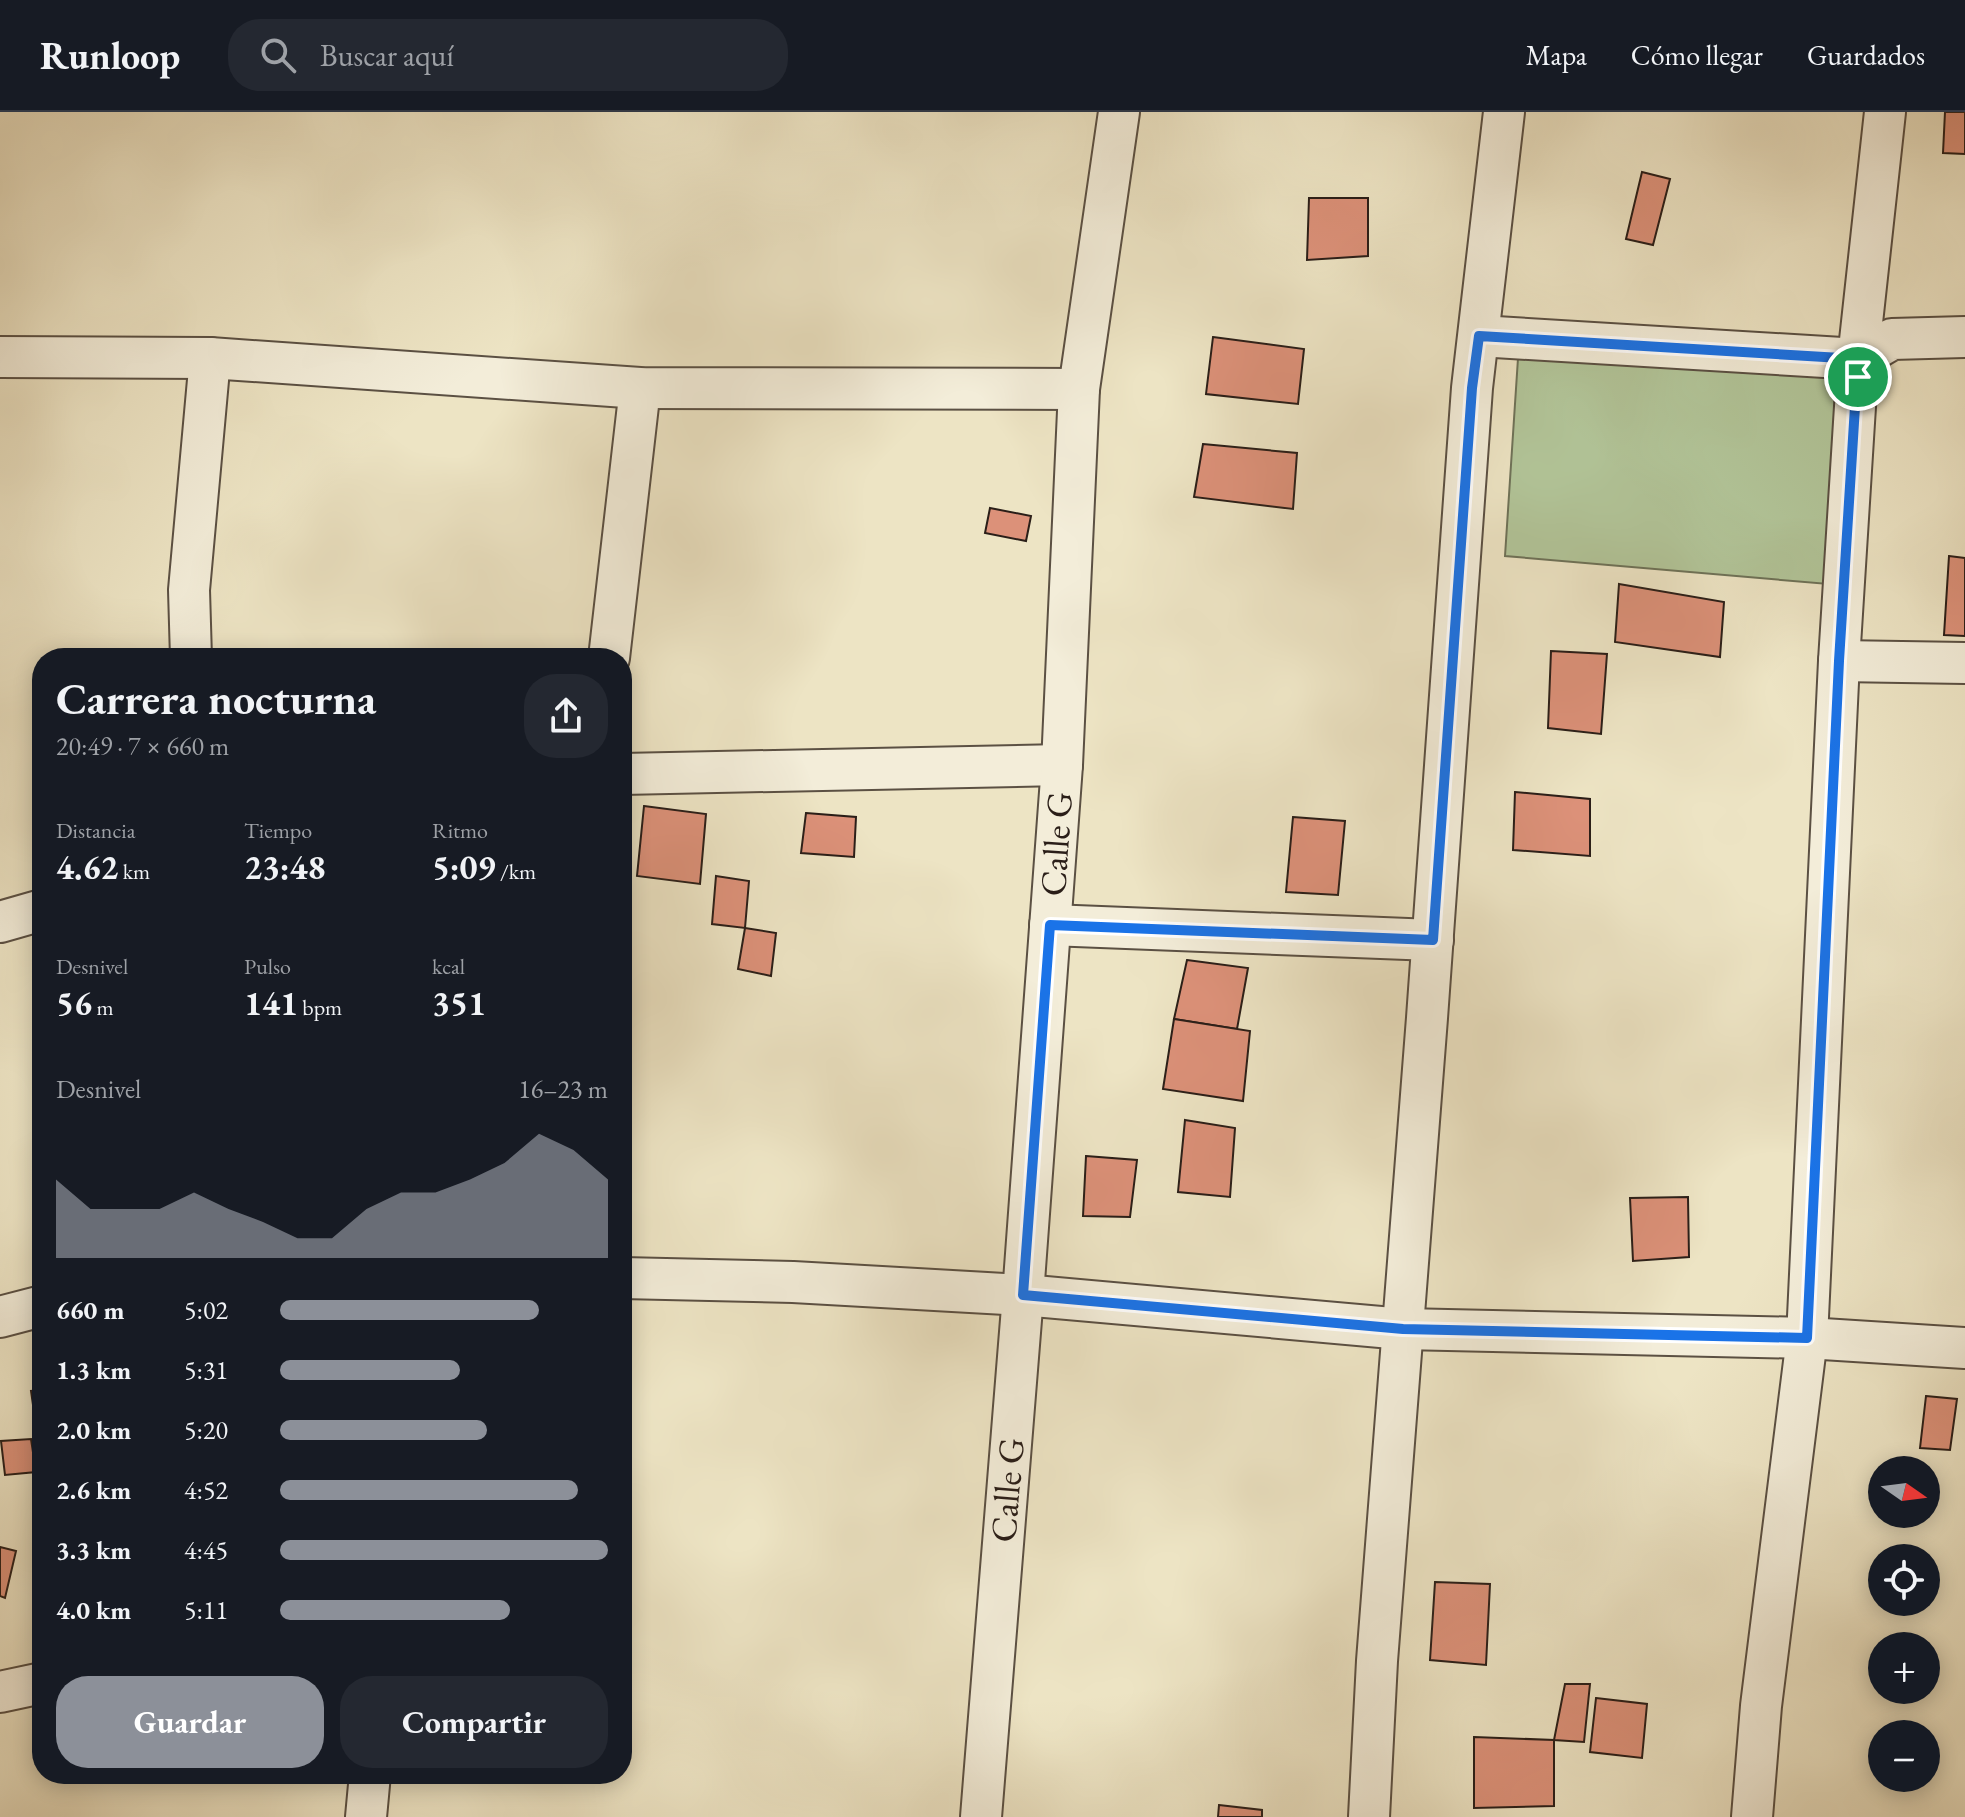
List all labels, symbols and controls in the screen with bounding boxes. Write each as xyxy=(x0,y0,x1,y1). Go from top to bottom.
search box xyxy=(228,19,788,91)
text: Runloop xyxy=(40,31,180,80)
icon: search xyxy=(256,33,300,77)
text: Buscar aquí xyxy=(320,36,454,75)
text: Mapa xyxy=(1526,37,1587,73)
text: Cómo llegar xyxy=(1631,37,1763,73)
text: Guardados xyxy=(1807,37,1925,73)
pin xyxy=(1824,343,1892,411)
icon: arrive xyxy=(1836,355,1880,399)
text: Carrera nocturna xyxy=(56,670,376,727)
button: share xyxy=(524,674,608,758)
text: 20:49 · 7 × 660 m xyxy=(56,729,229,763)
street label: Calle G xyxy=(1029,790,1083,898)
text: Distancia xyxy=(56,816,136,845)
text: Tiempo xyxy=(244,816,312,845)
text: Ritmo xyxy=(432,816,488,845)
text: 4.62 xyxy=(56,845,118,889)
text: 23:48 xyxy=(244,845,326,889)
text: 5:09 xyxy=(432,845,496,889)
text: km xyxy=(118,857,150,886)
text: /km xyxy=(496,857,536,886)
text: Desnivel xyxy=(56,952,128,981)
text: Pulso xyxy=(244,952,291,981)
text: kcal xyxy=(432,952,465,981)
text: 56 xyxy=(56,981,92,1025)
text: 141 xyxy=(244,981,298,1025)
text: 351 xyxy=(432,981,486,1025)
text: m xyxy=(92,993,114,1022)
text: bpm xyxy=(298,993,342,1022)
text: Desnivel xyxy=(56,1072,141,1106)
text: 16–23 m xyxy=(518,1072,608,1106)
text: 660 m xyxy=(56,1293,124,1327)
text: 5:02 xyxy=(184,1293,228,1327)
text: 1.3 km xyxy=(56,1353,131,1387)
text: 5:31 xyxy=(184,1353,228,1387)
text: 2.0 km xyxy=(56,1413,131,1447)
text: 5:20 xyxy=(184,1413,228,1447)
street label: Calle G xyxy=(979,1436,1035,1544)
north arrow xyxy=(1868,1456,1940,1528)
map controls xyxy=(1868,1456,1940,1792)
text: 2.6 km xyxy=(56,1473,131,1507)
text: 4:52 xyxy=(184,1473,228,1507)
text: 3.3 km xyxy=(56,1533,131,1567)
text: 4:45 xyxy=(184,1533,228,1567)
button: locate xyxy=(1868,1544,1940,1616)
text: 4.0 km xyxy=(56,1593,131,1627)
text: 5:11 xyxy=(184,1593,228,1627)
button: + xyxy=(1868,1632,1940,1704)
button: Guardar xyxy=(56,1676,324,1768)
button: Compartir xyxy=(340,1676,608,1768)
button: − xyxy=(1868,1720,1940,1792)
▬▬▬▬▬▬▬▬▬▬
What is expected:
A verbatim copy of the data, pictures removed, is the expected result.

Result of the exercise:
List all labels, symbols and controls in the screen with bounding boxes. Write each as xyxy=(x0,y0,x1,y1). Go from top to bottom.
search box xyxy=(228,19,788,91)
text: Runloop xyxy=(40,31,180,80)
icon: search xyxy=(256,33,300,77)
text: Buscar aquí xyxy=(320,36,454,75)
text: Mapa xyxy=(1526,37,1587,73)
text: Cómo llegar xyxy=(1631,37,1763,73)
text: Guardados xyxy=(1807,37,1925,73)
pin xyxy=(1824,343,1892,411)
icon: arrive xyxy=(1836,355,1880,399)
text: Carrera nocturna xyxy=(56,670,376,727)
button: share xyxy=(524,674,608,758)
text: 20:49 · 7 × 660 m xyxy=(56,729,229,763)
street label: Calle G xyxy=(1029,790,1083,898)
text: Distancia xyxy=(56,816,136,845)
text: Tiempo xyxy=(244,816,312,845)
text: Ritmo xyxy=(432,816,488,845)
text: 4.62 xyxy=(56,845,118,889)
text: 23:48 xyxy=(244,845,326,889)
text: 5:09 xyxy=(432,845,496,889)
text: km xyxy=(118,857,150,886)
text: /km xyxy=(496,857,536,886)
text: Desnivel xyxy=(56,952,128,981)
text: Pulso xyxy=(244,952,291,981)
text: kcal xyxy=(432,952,465,981)
text: 56 xyxy=(56,981,92,1025)
text: 141 xyxy=(244,981,298,1025)
text: 351 xyxy=(432,981,486,1025)
text: m xyxy=(92,993,114,1022)
text: bpm xyxy=(298,993,342,1022)
text: Desnivel xyxy=(56,1072,141,1106)
text: 16–23 m xyxy=(518,1072,608,1106)
text: 660 m xyxy=(56,1293,124,1327)
text: 5:02 xyxy=(184,1293,228,1327)
text: 1.3 km xyxy=(56,1353,131,1387)
text: 5:31 xyxy=(184,1353,228,1387)
text: 2.0 km xyxy=(56,1413,131,1447)
text: 5:20 xyxy=(184,1413,228,1447)
street label: Calle G xyxy=(979,1436,1035,1544)
north arrow xyxy=(1868,1456,1940,1528)
map controls xyxy=(1868,1456,1940,1792)
text: 2.6 km xyxy=(56,1473,131,1507)
text: 4:52 xyxy=(184,1473,228,1507)
text: 3.3 km xyxy=(56,1533,131,1567)
text: 4:45 xyxy=(184,1533,228,1567)
button: locate xyxy=(1868,1544,1940,1616)
text: 4.0 km xyxy=(56,1593,131,1627)
text: 5:11 xyxy=(184,1593,228,1627)
button: + xyxy=(1868,1632,1940,1704)
button: Guardar xyxy=(56,1676,324,1768)
button: Compartir xyxy=(340,1676,608,1768)
button: − xyxy=(1868,1720,1940,1792)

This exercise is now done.